After hiring predictive analytics and customer data company Retention Science (ReSci), M&M saw customer’s average food basket cost go up more than a dollar, profit margins rise, and sales per customer increase. Not only that, but customer engagement has gone up 15% thanks to the findings from the research.

“The average commuting time [in Canada] has doubled since the 1980s, so they’re getting home later,” O’Brien says. “People in households eat differently too–they have separate meals at different times.”

M&M has discovered some neighborhoods prefer buying chicken on a more regular basis, or pot roasts once a quarter, and have been able to target its marketing strategies based on these new findings, as well as invest resources appropriately. Some rural areas that couldn’t support a full-fledged store saw M&M forging new partnerships for dedicated shelf space with retail operators like Rexall.

Not only has M&M cleaned up its food by removing artificial sweeteners, colors, and sugars from all their food, but the grocer is now prepped to offer new foods based on consumer trends, whether that’s plant-based “meats” or gluten-friendly meals.

The adoption of data analytics for a mid-sized company like M&M is helping them compete in the same space as Loblaws, Sobey’s, and Walmart. 

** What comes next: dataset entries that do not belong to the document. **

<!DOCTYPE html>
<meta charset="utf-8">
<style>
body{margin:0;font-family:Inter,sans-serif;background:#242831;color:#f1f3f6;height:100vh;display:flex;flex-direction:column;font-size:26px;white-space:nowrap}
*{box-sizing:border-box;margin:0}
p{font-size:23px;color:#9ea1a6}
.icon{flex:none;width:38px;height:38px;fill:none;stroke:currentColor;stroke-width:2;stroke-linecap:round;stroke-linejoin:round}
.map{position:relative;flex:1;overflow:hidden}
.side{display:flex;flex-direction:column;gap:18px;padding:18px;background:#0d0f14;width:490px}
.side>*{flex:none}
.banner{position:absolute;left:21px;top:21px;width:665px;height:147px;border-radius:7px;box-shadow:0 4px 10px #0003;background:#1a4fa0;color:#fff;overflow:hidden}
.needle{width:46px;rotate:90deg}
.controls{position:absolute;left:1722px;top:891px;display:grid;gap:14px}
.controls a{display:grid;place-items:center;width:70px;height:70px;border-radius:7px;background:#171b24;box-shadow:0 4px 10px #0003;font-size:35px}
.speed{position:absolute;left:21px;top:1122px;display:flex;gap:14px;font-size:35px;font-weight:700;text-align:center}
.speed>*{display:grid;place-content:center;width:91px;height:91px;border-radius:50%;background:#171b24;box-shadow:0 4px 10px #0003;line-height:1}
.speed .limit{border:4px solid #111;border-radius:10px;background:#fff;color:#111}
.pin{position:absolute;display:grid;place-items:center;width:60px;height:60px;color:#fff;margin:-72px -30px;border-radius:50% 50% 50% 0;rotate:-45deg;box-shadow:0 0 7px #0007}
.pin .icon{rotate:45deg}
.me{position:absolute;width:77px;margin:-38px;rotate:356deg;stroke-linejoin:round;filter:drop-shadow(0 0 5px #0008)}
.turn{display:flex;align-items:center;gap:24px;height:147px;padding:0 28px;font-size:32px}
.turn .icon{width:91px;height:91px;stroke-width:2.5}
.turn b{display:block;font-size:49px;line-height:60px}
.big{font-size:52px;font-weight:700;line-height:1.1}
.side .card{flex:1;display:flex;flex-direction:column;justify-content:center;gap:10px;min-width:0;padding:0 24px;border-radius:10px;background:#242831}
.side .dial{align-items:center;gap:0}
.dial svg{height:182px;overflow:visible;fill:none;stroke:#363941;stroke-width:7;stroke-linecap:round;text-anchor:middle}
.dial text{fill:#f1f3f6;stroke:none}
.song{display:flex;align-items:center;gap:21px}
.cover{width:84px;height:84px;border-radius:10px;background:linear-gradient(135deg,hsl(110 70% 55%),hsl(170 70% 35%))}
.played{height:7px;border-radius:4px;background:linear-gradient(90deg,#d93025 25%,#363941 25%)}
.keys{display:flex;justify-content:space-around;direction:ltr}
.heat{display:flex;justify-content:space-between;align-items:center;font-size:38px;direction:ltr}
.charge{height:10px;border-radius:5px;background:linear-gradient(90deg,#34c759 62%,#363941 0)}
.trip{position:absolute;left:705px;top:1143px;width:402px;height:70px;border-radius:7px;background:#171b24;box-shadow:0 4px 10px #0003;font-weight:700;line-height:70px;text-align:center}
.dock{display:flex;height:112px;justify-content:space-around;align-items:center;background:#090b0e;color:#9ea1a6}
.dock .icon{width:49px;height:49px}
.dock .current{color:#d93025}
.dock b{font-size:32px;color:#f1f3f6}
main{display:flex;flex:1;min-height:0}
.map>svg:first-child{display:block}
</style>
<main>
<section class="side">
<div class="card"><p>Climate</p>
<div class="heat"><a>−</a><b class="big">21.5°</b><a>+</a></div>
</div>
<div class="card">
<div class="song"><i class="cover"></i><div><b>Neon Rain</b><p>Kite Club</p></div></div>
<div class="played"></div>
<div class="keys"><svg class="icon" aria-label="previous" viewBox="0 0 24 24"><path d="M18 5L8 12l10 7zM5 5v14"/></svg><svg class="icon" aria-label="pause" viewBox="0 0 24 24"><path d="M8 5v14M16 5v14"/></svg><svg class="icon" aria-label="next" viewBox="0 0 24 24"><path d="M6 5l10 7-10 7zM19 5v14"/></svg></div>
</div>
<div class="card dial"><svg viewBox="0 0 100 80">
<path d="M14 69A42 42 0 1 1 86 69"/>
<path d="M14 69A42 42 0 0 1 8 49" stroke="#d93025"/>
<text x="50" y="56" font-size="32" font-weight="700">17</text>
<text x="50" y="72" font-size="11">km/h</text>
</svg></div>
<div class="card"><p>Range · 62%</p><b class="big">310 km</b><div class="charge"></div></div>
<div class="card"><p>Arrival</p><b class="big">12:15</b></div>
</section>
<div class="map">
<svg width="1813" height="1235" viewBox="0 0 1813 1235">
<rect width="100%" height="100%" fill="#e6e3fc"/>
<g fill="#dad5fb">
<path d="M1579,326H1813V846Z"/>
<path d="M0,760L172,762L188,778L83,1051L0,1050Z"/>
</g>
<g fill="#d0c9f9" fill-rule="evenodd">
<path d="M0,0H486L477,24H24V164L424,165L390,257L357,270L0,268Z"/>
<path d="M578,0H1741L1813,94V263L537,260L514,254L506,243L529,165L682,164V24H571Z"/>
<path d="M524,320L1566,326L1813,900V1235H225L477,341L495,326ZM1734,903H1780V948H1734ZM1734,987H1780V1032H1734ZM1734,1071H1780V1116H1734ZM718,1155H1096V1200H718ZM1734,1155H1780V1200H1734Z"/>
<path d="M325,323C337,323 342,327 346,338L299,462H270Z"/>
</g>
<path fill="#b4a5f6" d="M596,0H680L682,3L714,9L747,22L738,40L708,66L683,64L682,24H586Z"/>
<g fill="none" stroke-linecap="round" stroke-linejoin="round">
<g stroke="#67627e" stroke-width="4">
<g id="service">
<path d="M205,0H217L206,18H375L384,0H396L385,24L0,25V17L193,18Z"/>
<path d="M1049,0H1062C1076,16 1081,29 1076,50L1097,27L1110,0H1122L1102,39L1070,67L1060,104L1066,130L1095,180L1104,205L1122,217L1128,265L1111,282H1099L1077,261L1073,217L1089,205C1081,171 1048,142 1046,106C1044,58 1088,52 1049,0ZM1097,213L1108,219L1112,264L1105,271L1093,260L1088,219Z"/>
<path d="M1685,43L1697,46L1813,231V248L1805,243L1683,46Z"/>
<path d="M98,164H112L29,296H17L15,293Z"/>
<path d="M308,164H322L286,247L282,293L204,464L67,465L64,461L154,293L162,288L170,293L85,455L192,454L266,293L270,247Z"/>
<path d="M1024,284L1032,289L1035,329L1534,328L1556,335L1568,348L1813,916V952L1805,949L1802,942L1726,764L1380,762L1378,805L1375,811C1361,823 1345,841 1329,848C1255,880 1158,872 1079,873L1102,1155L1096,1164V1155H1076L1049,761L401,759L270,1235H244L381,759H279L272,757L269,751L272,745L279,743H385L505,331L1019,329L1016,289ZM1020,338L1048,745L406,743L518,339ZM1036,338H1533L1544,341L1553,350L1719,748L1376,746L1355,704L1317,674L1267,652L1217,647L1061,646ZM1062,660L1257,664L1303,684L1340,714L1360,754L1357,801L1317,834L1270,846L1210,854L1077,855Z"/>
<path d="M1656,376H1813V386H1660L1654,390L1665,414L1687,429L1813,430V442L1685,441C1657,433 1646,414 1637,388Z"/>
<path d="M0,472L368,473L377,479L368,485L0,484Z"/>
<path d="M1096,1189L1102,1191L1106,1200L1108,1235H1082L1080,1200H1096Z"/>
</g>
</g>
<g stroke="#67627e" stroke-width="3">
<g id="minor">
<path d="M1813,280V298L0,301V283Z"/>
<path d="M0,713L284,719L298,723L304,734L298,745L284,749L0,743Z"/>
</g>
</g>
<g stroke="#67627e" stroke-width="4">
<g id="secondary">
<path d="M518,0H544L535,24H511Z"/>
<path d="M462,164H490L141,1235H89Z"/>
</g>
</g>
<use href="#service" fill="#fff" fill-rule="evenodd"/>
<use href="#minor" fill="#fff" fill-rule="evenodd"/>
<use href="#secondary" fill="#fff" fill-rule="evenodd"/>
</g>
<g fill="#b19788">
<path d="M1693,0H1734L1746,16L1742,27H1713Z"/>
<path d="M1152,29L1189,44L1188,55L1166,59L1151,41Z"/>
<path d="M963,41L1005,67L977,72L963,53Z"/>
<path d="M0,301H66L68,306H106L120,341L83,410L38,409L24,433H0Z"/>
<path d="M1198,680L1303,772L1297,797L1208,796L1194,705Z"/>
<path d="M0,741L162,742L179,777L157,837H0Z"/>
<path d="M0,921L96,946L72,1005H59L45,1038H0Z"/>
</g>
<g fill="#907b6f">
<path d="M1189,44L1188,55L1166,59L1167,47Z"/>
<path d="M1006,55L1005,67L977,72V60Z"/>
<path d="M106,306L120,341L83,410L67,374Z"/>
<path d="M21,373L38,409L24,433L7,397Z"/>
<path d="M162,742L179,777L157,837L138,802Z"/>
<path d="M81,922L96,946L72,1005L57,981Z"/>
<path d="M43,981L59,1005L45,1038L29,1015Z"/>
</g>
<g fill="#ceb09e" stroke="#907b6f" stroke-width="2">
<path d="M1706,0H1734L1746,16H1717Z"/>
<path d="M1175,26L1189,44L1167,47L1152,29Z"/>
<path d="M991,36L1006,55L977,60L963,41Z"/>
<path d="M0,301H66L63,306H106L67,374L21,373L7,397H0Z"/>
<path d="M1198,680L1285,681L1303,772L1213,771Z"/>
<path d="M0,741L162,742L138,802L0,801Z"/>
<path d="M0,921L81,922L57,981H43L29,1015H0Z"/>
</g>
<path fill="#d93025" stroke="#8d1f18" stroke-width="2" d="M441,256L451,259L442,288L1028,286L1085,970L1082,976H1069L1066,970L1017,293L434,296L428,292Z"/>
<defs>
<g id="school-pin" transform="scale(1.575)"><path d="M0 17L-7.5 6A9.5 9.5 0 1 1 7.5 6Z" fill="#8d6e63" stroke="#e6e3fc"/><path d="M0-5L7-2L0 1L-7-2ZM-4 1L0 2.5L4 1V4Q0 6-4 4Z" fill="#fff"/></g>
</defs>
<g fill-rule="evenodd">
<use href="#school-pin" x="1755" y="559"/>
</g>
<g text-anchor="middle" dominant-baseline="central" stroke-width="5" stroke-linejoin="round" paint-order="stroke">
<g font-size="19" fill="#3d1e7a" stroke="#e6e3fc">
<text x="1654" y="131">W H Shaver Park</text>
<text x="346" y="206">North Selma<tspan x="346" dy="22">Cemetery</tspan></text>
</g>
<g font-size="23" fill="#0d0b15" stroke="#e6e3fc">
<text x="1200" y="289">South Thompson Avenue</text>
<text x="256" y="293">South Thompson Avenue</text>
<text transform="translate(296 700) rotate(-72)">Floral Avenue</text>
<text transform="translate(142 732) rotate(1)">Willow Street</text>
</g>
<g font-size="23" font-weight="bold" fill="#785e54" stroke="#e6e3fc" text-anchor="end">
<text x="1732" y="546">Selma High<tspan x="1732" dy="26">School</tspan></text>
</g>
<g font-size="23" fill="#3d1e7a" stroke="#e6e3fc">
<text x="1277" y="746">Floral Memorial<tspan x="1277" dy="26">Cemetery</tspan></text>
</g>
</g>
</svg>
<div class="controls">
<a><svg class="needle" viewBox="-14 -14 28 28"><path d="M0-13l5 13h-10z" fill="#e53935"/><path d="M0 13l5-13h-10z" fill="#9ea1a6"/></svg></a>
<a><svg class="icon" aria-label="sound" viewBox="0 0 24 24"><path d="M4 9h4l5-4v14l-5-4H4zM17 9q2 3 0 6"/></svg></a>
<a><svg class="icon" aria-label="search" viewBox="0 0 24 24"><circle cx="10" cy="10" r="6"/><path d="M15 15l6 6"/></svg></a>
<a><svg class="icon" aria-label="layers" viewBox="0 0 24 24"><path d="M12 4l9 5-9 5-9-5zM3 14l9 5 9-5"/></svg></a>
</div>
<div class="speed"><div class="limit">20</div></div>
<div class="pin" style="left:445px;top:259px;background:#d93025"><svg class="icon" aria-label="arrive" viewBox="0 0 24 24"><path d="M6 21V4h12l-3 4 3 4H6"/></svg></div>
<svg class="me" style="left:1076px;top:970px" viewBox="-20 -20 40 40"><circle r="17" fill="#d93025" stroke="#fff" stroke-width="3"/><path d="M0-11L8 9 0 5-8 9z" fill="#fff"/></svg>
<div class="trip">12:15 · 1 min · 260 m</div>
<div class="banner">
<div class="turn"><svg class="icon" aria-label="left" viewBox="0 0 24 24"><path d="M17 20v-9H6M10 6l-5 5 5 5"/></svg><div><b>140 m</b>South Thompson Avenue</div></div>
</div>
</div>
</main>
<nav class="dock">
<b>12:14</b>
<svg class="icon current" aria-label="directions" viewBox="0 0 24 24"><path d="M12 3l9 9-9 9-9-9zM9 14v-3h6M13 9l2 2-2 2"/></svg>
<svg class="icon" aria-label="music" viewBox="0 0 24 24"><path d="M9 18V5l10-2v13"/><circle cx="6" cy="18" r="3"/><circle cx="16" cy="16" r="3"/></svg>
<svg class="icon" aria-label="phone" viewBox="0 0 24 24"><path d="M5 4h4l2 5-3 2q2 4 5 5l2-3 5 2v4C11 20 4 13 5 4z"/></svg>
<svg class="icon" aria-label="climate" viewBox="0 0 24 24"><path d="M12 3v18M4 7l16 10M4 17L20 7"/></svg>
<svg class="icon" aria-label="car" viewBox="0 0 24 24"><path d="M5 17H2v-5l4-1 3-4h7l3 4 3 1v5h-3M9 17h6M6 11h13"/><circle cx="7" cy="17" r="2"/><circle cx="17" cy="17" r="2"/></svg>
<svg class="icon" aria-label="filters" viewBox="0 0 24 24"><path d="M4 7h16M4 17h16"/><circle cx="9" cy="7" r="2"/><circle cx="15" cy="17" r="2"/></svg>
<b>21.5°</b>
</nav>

O’Brien says that they’re not slowing their digital focus anytime soon, in an interview with Strategy Online: “The goal is to have 25% of our business based on e-commerce [sales], which is a significant amount for food, given that food typically [represents] under 10% if not 5% [of retailers’ business].”

Along with adding Express Stores in urban centers, renovating existing stores to be more customer-friendly, and introducing a new rewards loyalty program, M&M has also seen its click-and-collect business grow 50% per year for the last four years. 

Chief Operating Officer of ReSci, Derek Kwan says it goes both ways: “AI and predictive science helps customers find the products they like best, and the company can tailor its products and marketing to what the customers like.”